Task directions: Among the entries that follow, count the lines that contain the word "setLineDash" and say how many there are, writing nothing else.

(Dataset entries)
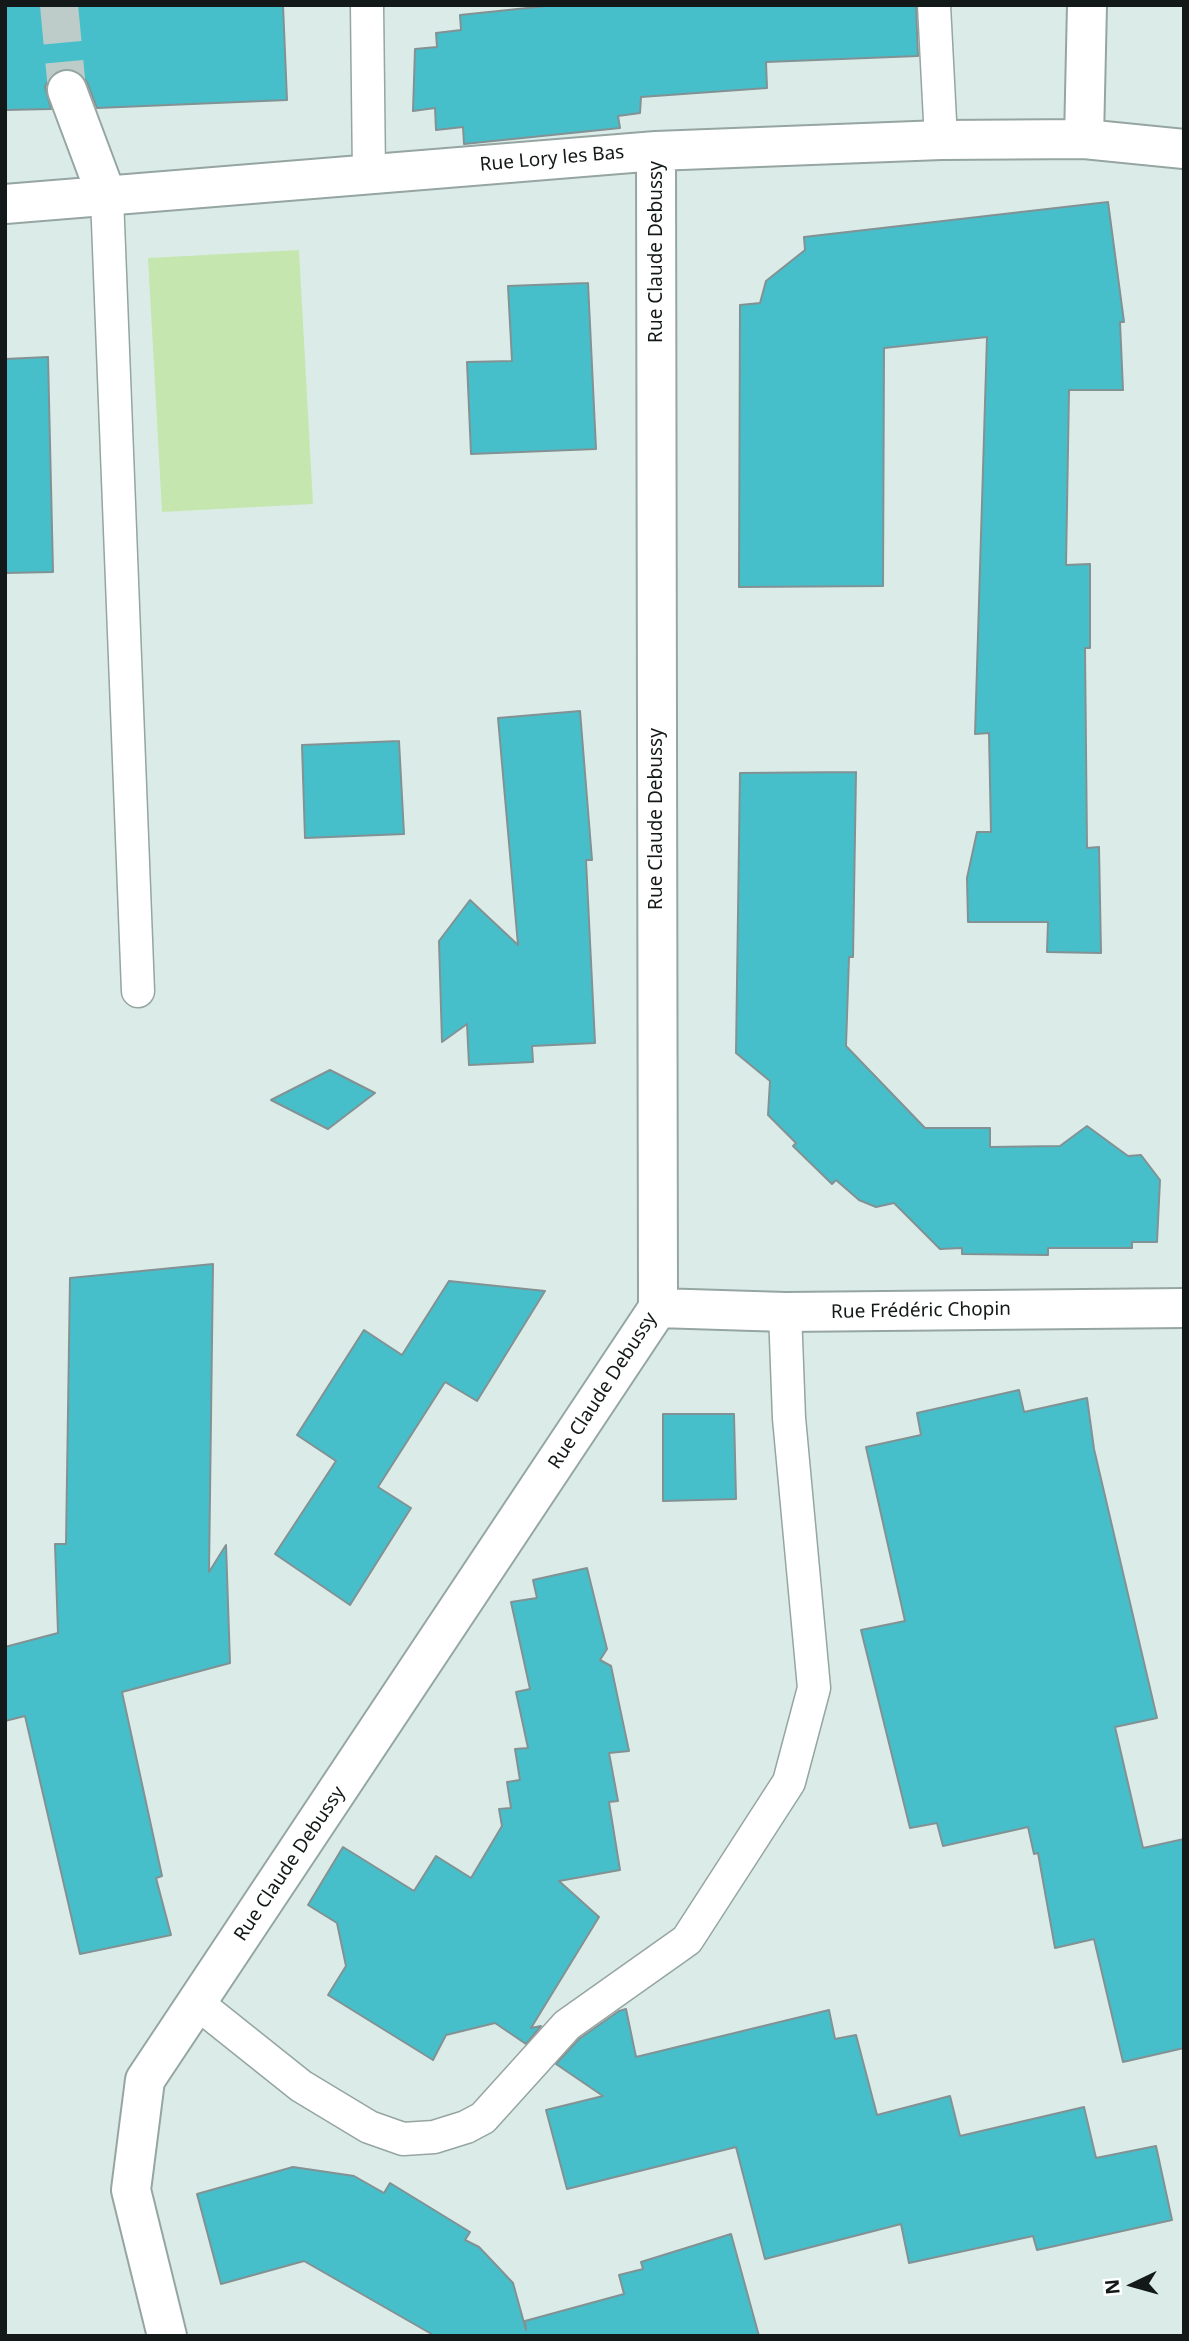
<!DOCTYPE html>
<html>
<head>
<meta charset="utf-8">
<style>
  body { margin:0 }
  #map { position:relative; width:1189px; height:2341px; overflow:hidden; background:#dbece8; font-family:"Noto Sans",sans-serif }
  canvas { display:block }
  .frame { position:absolute; inset:0; border:7px solid #131918; pointer-events:none }
  .north { position:absolute; left:1098px; top:2250px; width:70px; height:70px; -webkit-text-stroke:5px #fff; paint-order:stroke; rotate:265deg; font-size:19px; font-weight:700; line-height:28px; text-align:center; color:#131918 }
  .north::after { content:''; display:block; margin:auto; width:24px; height:32px; background:#131918; clip-path:polygon(50% 0,100% 100%,50% 72%,0 100%) }
</style>
</head>
<body>
<div id="map">
<canvas width="1189" height="2341"></canvas>
<div class="frame"></div>
<div class="north">N</div>
</div>
<script>
const ctx = document.querySelector('canvas').getContext('2d');
ctx.lineJoin = 'round';
function fillPath(path, color) { ctx.fillStyle = color; ctx.fill(path, 'evenodd'); }
const poly = rows => new Path2D(rows.map(r => 'M' + r).join(''));
function trace(path, color, width, dash) { ctx.strokeStyle = color; ctx.lineWidth = width; ctx.lineCap = dash ? 'butt' : 'round'; ctx.setLineDash(dash || []); ctx.stroke(path); }
function write(font, color, halo, rows, align = 'center') {
  ctx.font = font + ' "Noto Sans",sans-serif'; ctx.lineWidth = 5; ctx.setLineDash([]); ctx.textBaseline = 'middle'; ctx.strokeStyle = halo; ctx.fillStyle = color; for (const [text, x, y, turn = 0] of rows) {
    ctx.save(); ctx.translate(x, y); ctx.rotate((+turn || 0) * Math.PI / 180); ctx.textAlign = isNaN(turn) ? turn : align; if (halo) ctx.strokeText(text, 0, 0); ctx.fillText(text, 0, 0); ctx.restore();
  }
}
fillPath(poly([
  [299,250,313,504,162,512,148,258]
]), '#c6e6b0');
const building = poly([
  [5,5,283,5,287,100,97,108,87,82,80,73,70,68,59,70,50,77,45,87,51,109,5,110,5,5],
  [556,5,916,5,918,56,766,62,767,88,641,97,640,113,618,116,620,128,464,144,463,127,436,130,435,108,413,111,415,49,437,47,436,33,461,30,460,15,556,5],
  [1108,202,1124,322,1120,322,1123,390,1069,390,1066,565,1090,564,1090,648,1085,648,1087,848,1099,847,1101,953,1047,952,1048,922,968,922,967,878,977,832,991,832,989,733,975,734,987,337,884,348,883,586,739,587,740,305,760,303,766,281,805,250,804,237,1108,202],
  [588,283,596,449,471,454,467,362,512,361,508,286,588,283],
  [48,357,53,572,5,573,5,359,48,357],
  [580,711,592,860,586,860,595,1043,532,1046,533,1062,469,1065,467,1024,442,1042,439,941,470,900,518,945,498,718,580,711],
  [399,741,404,834,305,838,302,745,399,741],
  [856,772,853,957,849,957,846,1046,925,1128,990,1128,990,1147,1060,1146,1087,1126,1128,1156,1141,1155,1160,1180,1157,1242,1132,1242,1132,1248,1048,1248,1048,1255,962,1254,962,1248,940,1249,894,1203,876,1207,859,1200,836,1180,832,1184,793,1146,796,1143,768,1115,770,1081,736,1053,740,773,856,772],
  [330,1070,375,1093,328,1129,271,1100,330,1070],
  [213,1264,209,1572,226,1545,230,1663,122,1692,162,1876,156,1878,171,1935,80,1954,25,1716,5,1721,5,1647,58,1633,55,1544,66,1544,70,1278,213,1264],
  [449,1281,545,1291,477,1401,445,1382,378,1487,411,1508,350,1605,275,1554,336,1461,297,1435,364,1330,402,1355,449,1281],
  [1019,1390,1024,1412,1087,1398,1094,1449,1157,1718,1115,1727,1143,1848,1184,1839,1184,2048,1123,2062,1094,1939,1055,1948,1038,1853,1034,1854,1028,1827,943,1846,937,1823,910,1828,861,1630,905,1621,866,1447,921,1435,917,1413,1019,1390],
  [663,1414,734,1414,736,1499,663,1501,663,1414],
  [587,1568,607,1649,600,1660,611,1666,629,1751,609,1753,618,1801,609,1802,620,1870,559,1881,599,1917,531,2028,541,2026,526,2044,495,2023,446,2035,433,2060,328,1995,346,1966,337,1923,308,1905,343,1847,414,1891,436,1856,471,1878,502,1826,499,1809,511,1808,507,1782,520,1780,515,1749,528,1748,516,1692,530,1689,511,1602,537,1598,533,1580,587,1568],
  [626,2009,636,2057,829,2010,835,2039,856,2035,877,2115,950,2096,960,2136,1084,2107,1096,2158,1156,2146,1172,2220,1037,2250,1033,2236,909,2263,901,2224,765,2259,736,2147,567,2189,546,2110,603,2096,556,2064,579,2039,619,2011,626,2009],
  [293,2167,354,2176,384,2193,390,2183,470,2232,465,2240,479,2247,513,2283,526,2330,525,2321,624,2294,619,2275,643,2269,641,2262,731,2234,759,2336,435,2336,304,2261,221,2284,197,2194,293,2167]
]);
fillPath(building, '#47bfca');
trace(building, '#829294', 2);
trace(poly([
  [59,5,67,90]
]), '#bdccc9', 38, [38, 19]);
const lane = poly([
  [367,5,369,175],
  [934,5,941,140],
  [107,197,138,991],
  [197,2003,301,2086,369,2127,403,2139,434,2137,466,2127,483,2118,567,2025,687,1940,789,1782,814,1688,789,1418,785,1312]
]);
const street = poly([
  [67,90,107,197],
  [1084,139,1087,5],
  [5,204,656,151,941,140,1084,139,1184,149],
  [658,1308,785,1312,1184,1308],
  [167,2336,131,2190,145,2080,658,1308,656,151]
]);
trace(lane, '#95a5a2', 35);
trace(street, '#95a5a2', 42);
trace(lane, '#fff', 32);
trace(street, '#fff', 38);
write('19px', '#131918', '#fff', [
  ["Rue Lory les Bas",552,159,-5],
  ["Rue Claude Debussy",657,252,-90],
  ["Rue Claude Debussy",657,819,-90],
  ["Rue Frédéric Chopin",921,1311,-1],
  ["Rue Claude Debussy",603,1391,-57],
  ["Rue Claude Debussy",290,1864,-56]
]);
</script>
</body>
</html>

Result of the task: 2